▶ _INFORMATION PROVIDED_
* * * *

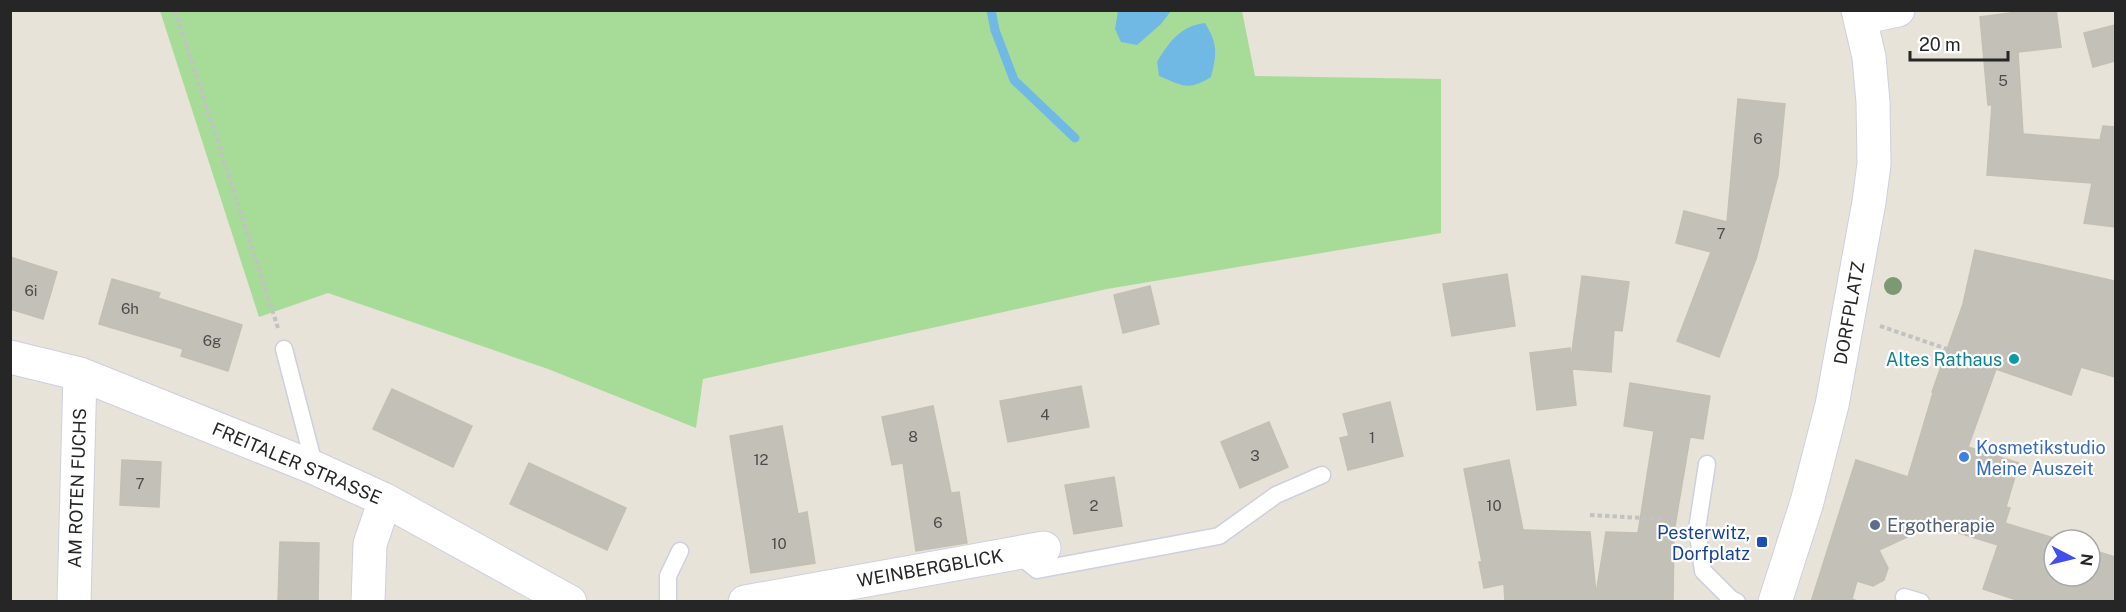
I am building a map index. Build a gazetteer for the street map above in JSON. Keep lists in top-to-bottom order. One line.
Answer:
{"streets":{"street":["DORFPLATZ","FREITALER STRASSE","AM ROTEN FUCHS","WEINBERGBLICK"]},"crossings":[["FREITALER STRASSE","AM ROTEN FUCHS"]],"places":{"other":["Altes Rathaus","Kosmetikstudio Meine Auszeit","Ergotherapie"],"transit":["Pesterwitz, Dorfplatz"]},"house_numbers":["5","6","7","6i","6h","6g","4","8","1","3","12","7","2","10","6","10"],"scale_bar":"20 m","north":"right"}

* * * *

▶ _EXERCISE BRIEF_
Restate the listing word for word and drop the pictures.

▶ _WRITTEN ANSWER_
I am building a map index. Build a gazetteer for the street map above in JSON. Keep lists in top-to-bottom order. One line.
Answer:
{"streets":{"street":["DORFPLATZ","FREITALER STRASSE","AM ROTEN FUCHS","WEINBERGBLICK"]},"crossings":[["FREITALER STRASSE","AM ROTEN FUCHS"]],"places":{"other":["Altes Rathaus","Kosmetikstudio Meine Auszeit","Ergotherapie"],"transit":["Pesterwitz, Dorfplatz"]},"house_numbers":["5","6","7","6i","6h","6g","4","8","1","3","12","7","2","10","6","10"],"scale_bar":"20 m","north":"right"}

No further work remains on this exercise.